There are two options to specify Rx buffer configuration:
- mp is not NULL, rx_conf.rx_seg is NULL, rx_conf.rx_nseg is zero,
it is compatible configuration, follows existing implementation,
provides single pool and no description for segment sizes
and offsets.
- mp is NULL, rx_conf.rx_seg is not NULL, rx_conf.rx_nseg is not
zero, it provides the extended configuration, individually for
each segment.
f the Rx queue is configured with new settings the packets being
received will be split into multiple segments pushed to the mbufs
with specified attributes. The PMD will split the received packets
into multiple segments according to the specification in the
description array.
For example, let's suppose we configured the Rx queue with the
following segments:
seg0 - pool0, len0=14B, off0=2
seg1 - pool1, len1=20B, off1=128B
seg2 - pool2, len2=20B, off2=0B
seg3 - pool3, len3=512B, off3=0B
The packet 46 bytes long will look like the following:
seg0 - 14B long @ RTE_PKTMBUF_HEADROOM + 2 in mbuf from pool0
seg1 - 20B long @ 128 in mbuf from pool1
seg2 - 12B long @ 0 in mbuf from pool2
The packet 1500 bytes long will look like the following:
seg0 - 14B @ RTE_PKTMBUF_HEADROOM + 2 in mbuf from pool0
seg1 - 20B @ 128 in mbuf from pool1
seg2 - 20B @ 0 in mbuf from pool2
seg3 - 512B @ 0 in mbuf from pool3
seg4 - 512B @ 0 in mbuf from pool3
seg5 - 422B @ 0 in mbuf from pool3
The offload RTE_ETH_RX_OFFLOAD_SCATTER must be present and
configured to support new buffer split feature (if rx_nseg
is greater than one).
The split limitations imposed by underlying PMD is reported
in the new introduced rte_eth_dev_info->rx_seg_capa field.
The new approach would allow splitting the ingress packets into
multiple parts pushed to the memory with different attributes.

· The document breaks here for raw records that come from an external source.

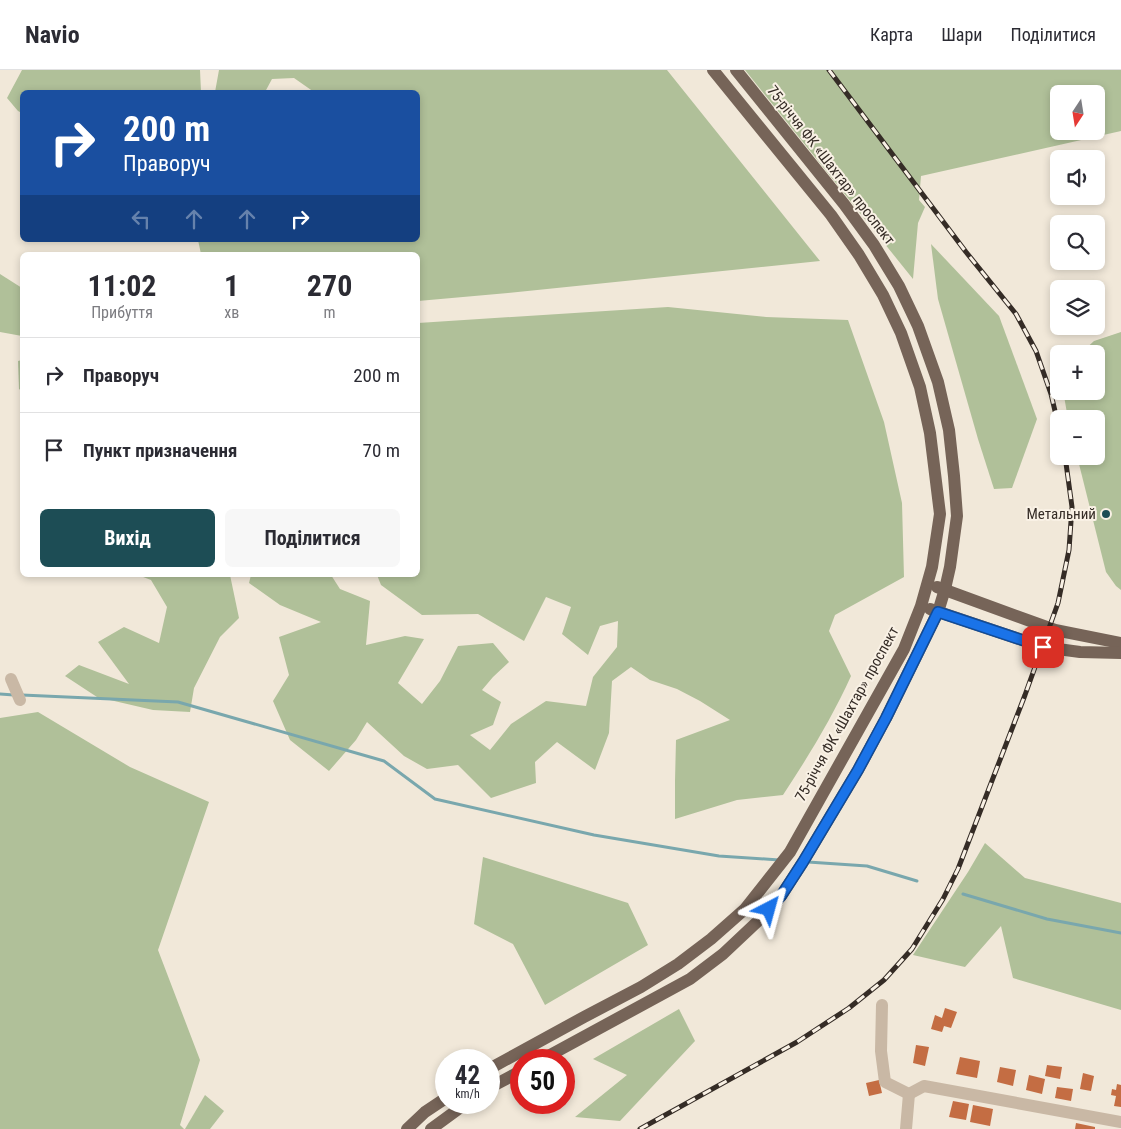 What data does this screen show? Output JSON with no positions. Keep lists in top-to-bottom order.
{
  "streets": {
    "main road": ["75-річчя ФК «Шахтар» проспект"]
  },
  "places": ["Метальний"],
  "north": "bottom",
  "page": {
    "header": "Navio",
    "nav": ["Карта", "Шари", "Поділитися"],
    "map_buttons": ["+", "−"],
    "turn": ["200 m", "Праворуч"],
    "eta": [
      "11:02",
      "Прибуття",
      "1",
      "хв",
      "270",
      "m"
    ],
    "list": [
      {
        "name": "Праворуч",
        "value": "200 m"
      },
      {
        "name": "Пункт призначення",
        "value": "70 m"
      }
    ],
    "buttons": ["Вихід", "Поділитися"],
    "speed": "42 km/h",
    "limit": "50"
  }
} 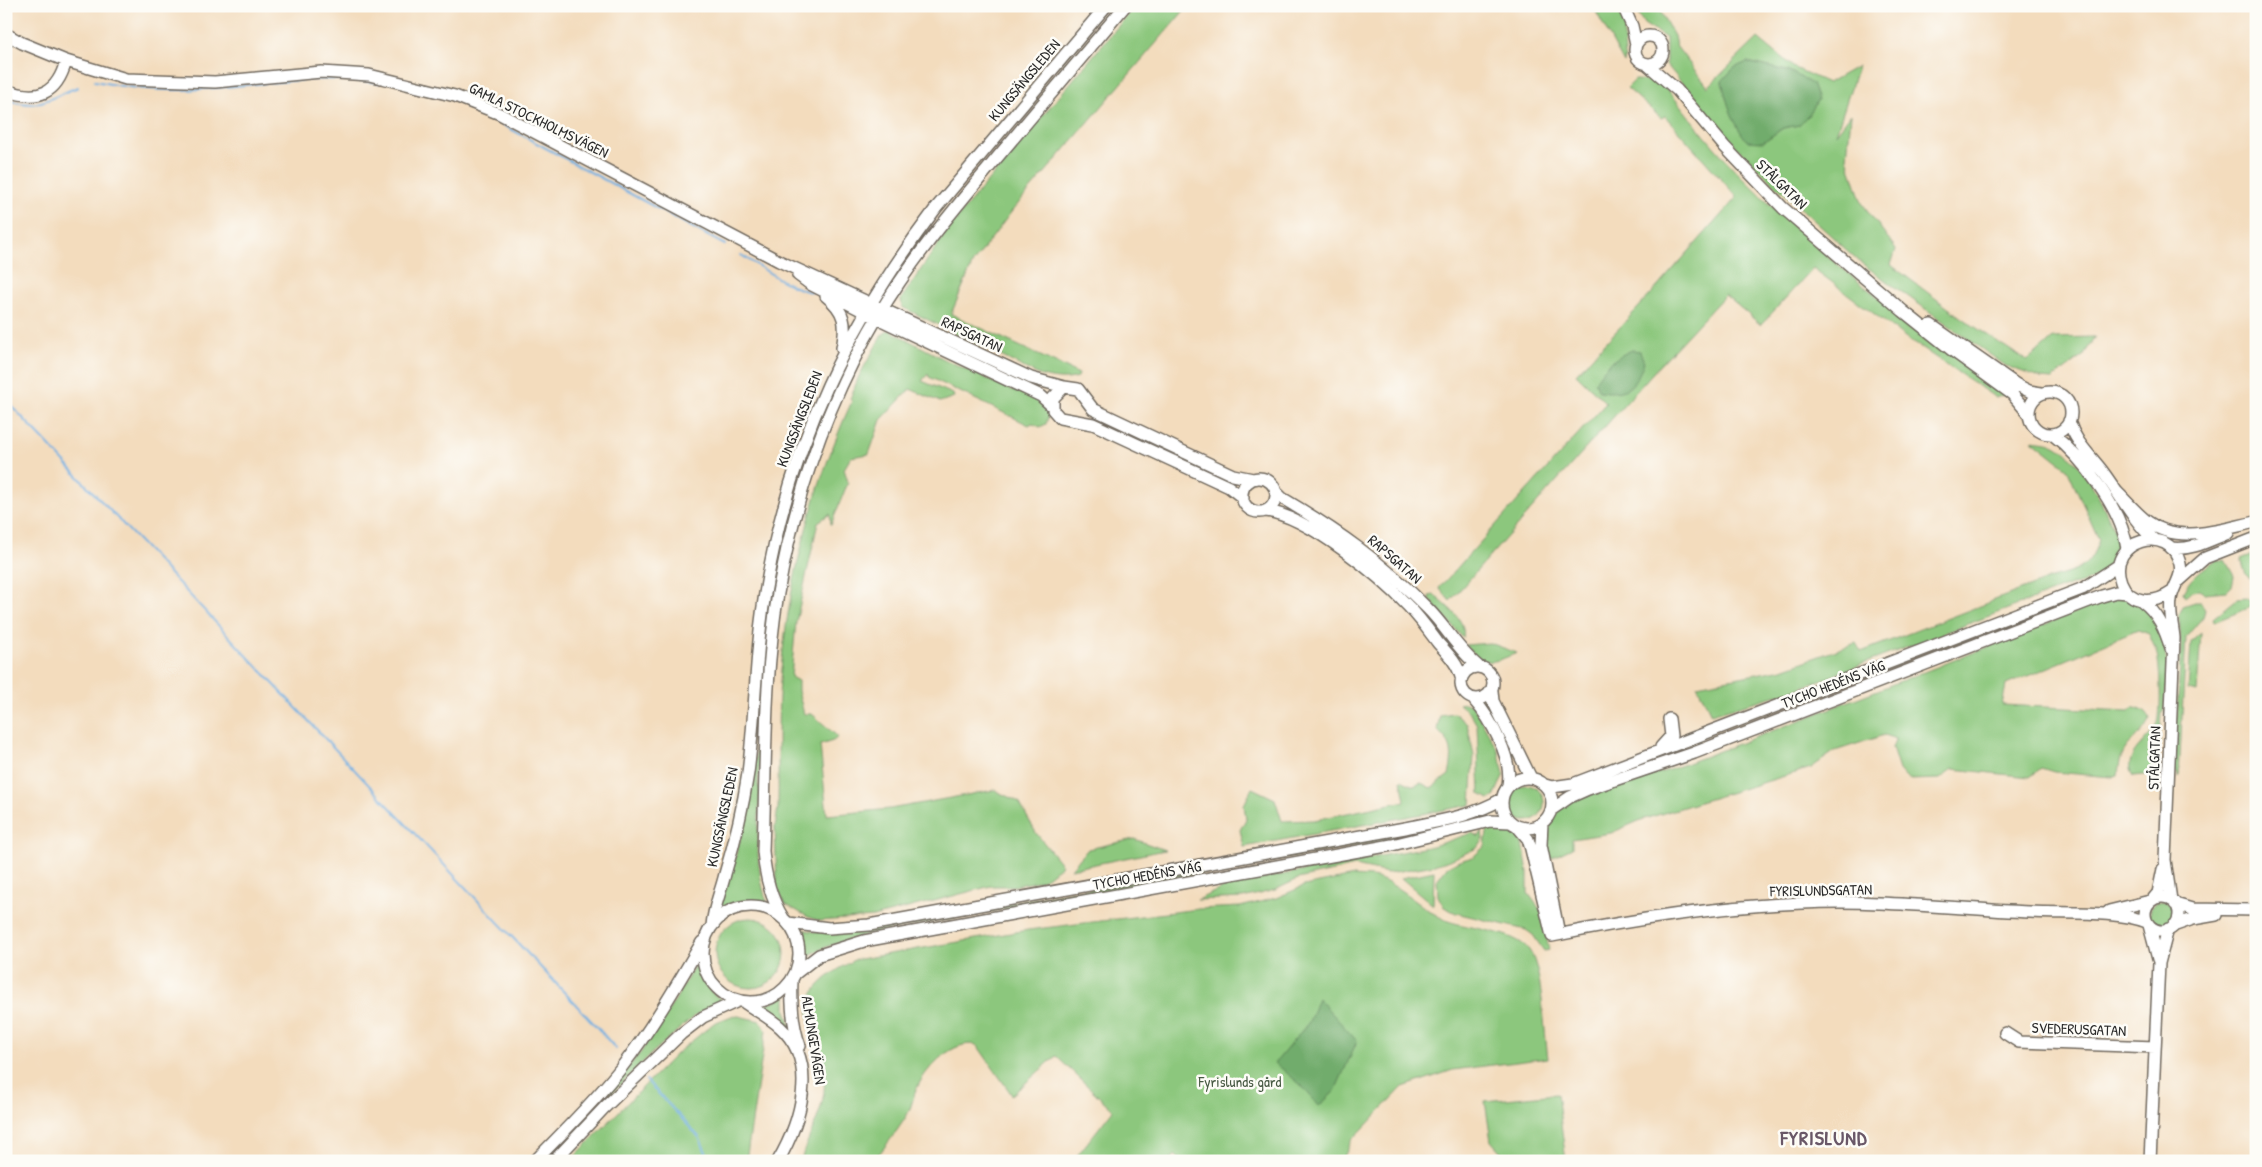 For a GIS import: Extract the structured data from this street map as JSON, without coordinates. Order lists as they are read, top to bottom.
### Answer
{
  "streets": {
    "main road": [
      "KUNGSÄNGSLEDEN",
      "GAMLA STOCKHOLMSVÄGEN",
      "STÅLGATAN",
      "RAPSGATAN",
      "TYCHO HEDÉNS VÄG",
      "FYRISLUNDSGATAN",
      "SVEDERUSGATAN",
      "ALMUNGEVÄGEN"
    ]
  },
  "crossings": [
    ["KUNGSÄNGSLEDEN", "GAMLA STOCKHOLMSVÄGEN"],
    ["KUNGSÄNGSLEDEN", "RAPSGATAN"],
    ["KUNGSÄNGSLEDEN", "TYCHO HEDÉNS VÄG"],
    ["KUNGSÄNGSLEDEN", "ALMUNGEVÄGEN"],
    ["GAMLA STOCKHOLMSVÄGEN", "RAPSGATAN"],
    ["STÅLGATAN", "TYCHO HEDÉNS VÄG"],
    ["STÅLGATAN", "FYRISLUNDSGATAN"],
    ["TYCHO HEDÉNS VÄG", "ALMUNGEVÄGEN"]
  ],
  "districts": ["FYRISLUND"],
  "parks": ["Fyrislunds gård"]
} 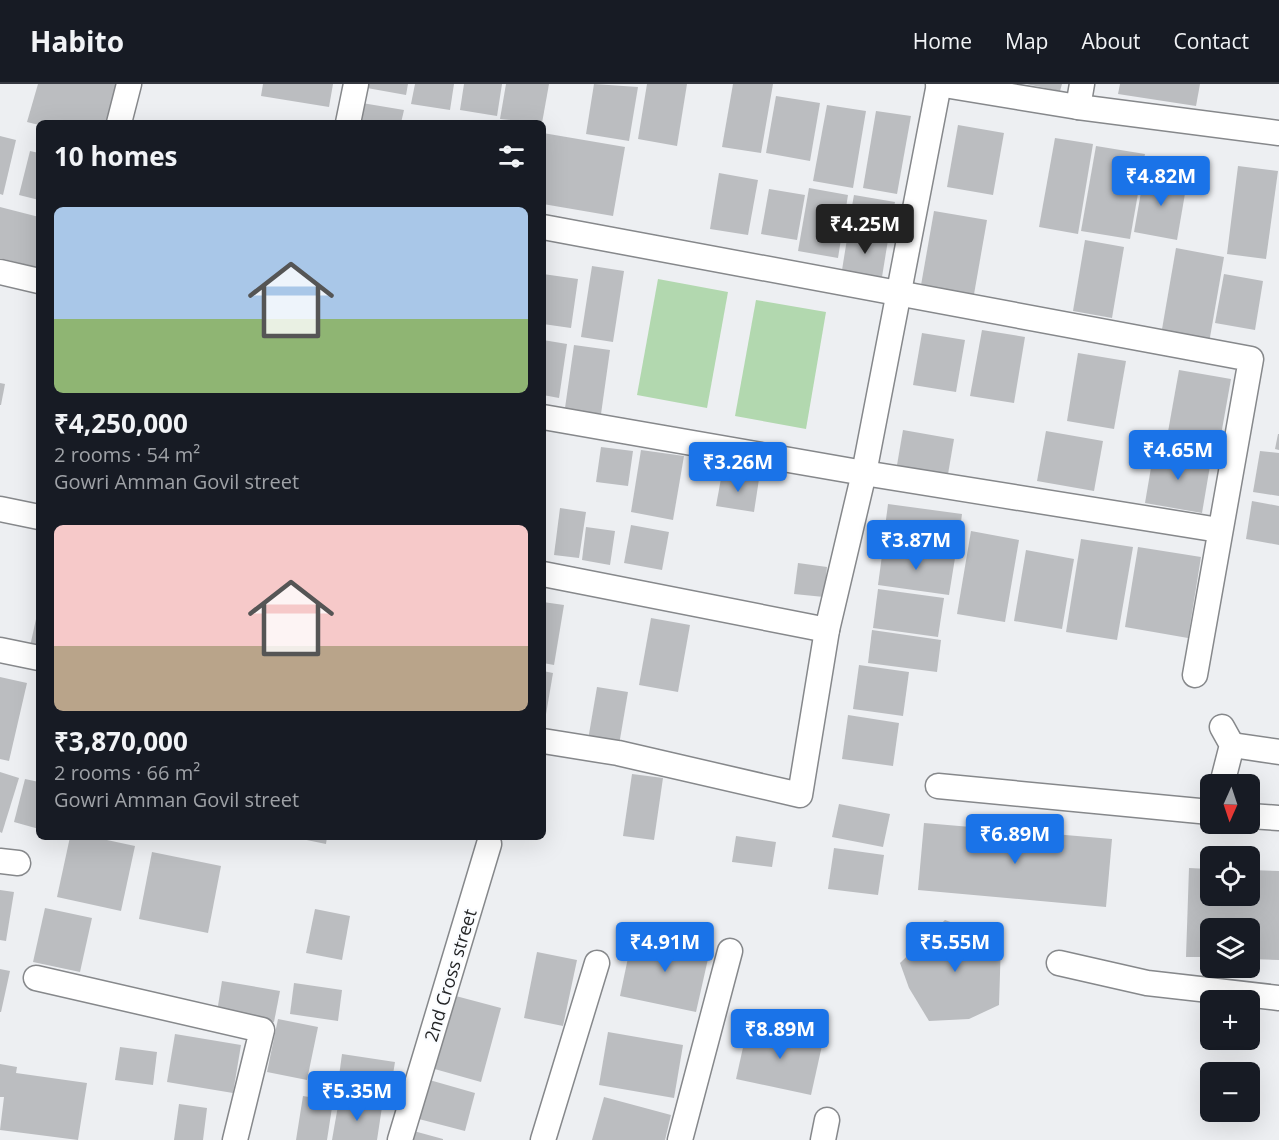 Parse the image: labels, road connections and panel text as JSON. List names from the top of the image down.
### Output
{
  "streets": {
    "street": ["2nd Cross street"]
  },
  "north": "bottom",
  "page": {
    "header": "Habito",
    "nav": [
      "Home",
      "Map",
      "About",
      "Contact"
    ],
    "heading": "10 homes",
    "price": [
      "₹4.82M",
      "₹4.25M",
      "₹4.65M",
      "₹3.26M",
      "₹3.87M",
      "₹6.89M",
      "₹4.91M",
      "₹5.55M",
      "₹8.89M",
      "₹5.35M"
    ],
    "list": [
      {
        "name": "₹4,250,000",
        "note": "2 rooms · 54 m² · Gowri Amman Govil street"
      },
      {
        "name": "₹3,870,000",
        "note": "2 rooms · 66 m² · Gowri Amman Govil street"
      }
    ],
    "map_buttons": ["+", "−"]
  }
} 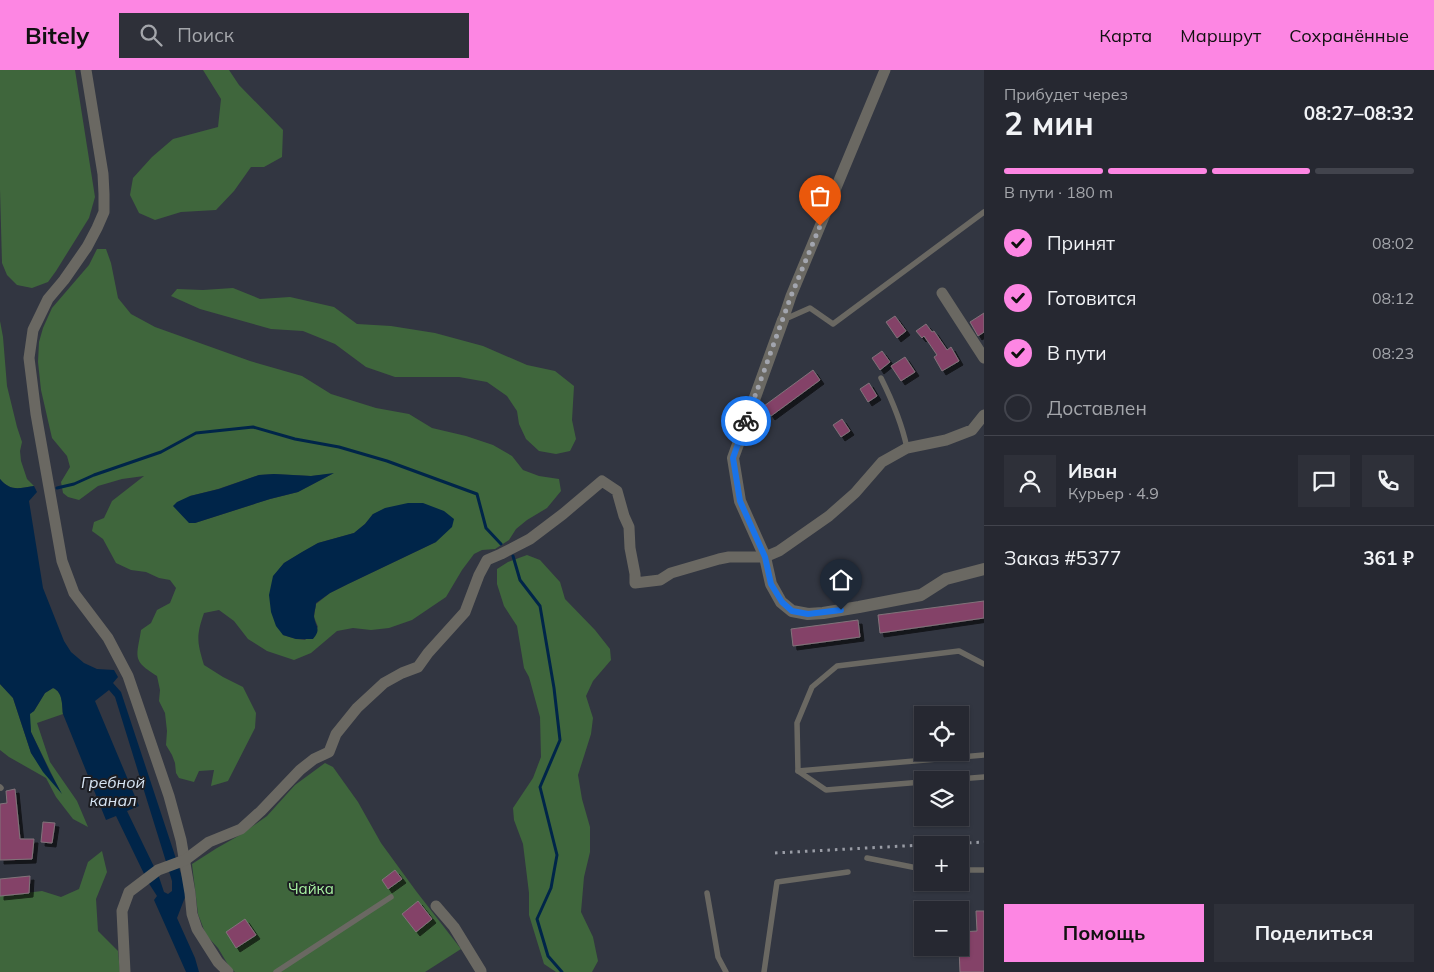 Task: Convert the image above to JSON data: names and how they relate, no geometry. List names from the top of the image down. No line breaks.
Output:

For example, the packet headers can be pushed to the embedded
data buffers within mbufs and the application data into
the external buffers attached to mbufs allocated from the
different memory pools. The memory attributes for the split
parts may differ either - for example the application data
may be pushed into the external memory located on the dedicated
physical device, say GPU or NVMe. This would improve the DPDK
receiving datapath flexibility with preserving compatibility
with existing API.
Signed-off-by: Viacheslav Ovsiienko <viachesl...@nvidia.com>
Acked-by: Ajit Khaparde <ajit.khapa...@broadcom.com>
Acked-by: Jerin Jacob <jer...@marvell.com>
<...>
+/**
* A structure used to configure an RX ring of an Ethernet port.
*/
struct rte_eth_rxconf {
@@ -977,6 +998,46 @@ struct rte_eth_rxconf {
uint16_t rx_free_thresh; /**< Drives the freeing of RX descriptors. */
uint8_t rx_drop_en; /**< Drop packets if no descriptors are available.
*/
uint8_t rx_deferred_start; /**< Do not start queue with
rte_eth_dev_start(). */
+ uint16_t rx_nseg; /**< Number of descriptions in rx_seg array. */
+ /**
+ * Points to the array of segment descriptions. Each array element
+ * describes the properties for each segment in the receiving
+ * buffer according to feature descripting structure.
+ *
+ * The supported capabilities of receiving segmentation is reported
+ * in rte_eth_dev_info ->rx_seg_capa field.
+ *
+ * If RTE_ETH_RX_OFFLOAD_BUFFER_SPLIT flag is set in offloads field,
+ * the PMD will split the received packets into multiple segments
+ * according to the specification in the description array:
+ *
+ * - the first network buffer will be allocated from the memory pool,
+ * specified in the first array element, the second buffer, from the
+ * pool in the second element, and so on.
+ *
+ * - the offsets from the segment description elements specify
+ * the data offset from the buffer beginning except the first mbuf.
+ * For this one the offset is added with RTE_PKTMBUF_HEADROOM.
+ *
+ * - the lengths in the elements define the maximal data amount
+ * being received to each segment. The receiving starts with filling
+ * up the first mbuf data buffer up to specified length. If the
+ * there are data remaining (packet is longer than buffer in the first
+ * mbuf) the following data will be pushed to the next segment
+ * up to its own length, and so on.
+ *
+ * - If the length in the segment description element is zero
+ * the actual buffer size will be deduced from the appropriate
+ * memory pool properties.
+ *
+ * - if there is not enough elements to describe the buffer for entire
+ * packet of maximal length the following parameters will be used
+ * for the all remaining segments:
+ * - pool from the last valid element
+ * - the buffer size from this pool
+ * - zero offset
+ */
+ struct rte_eth_rxseg *rx_seg;
"struct rte_eth_rxconf" is very commonly used, I think all applications does the
'rte_eth_rx_queue_setup()', but "buffer split" is not a common usage,
I am against the "struct rte_eth_rxseg *rx_seg;" field creating this much noise
in the "struct rte_eth_rxconf" documentation.
As mentioned before, can you please move the above detailed documentation to
where "struct rte_eth_rxseg" defined, and in this struct put a single comment
for "struct rte_eth_rxseg *rx_seg" ?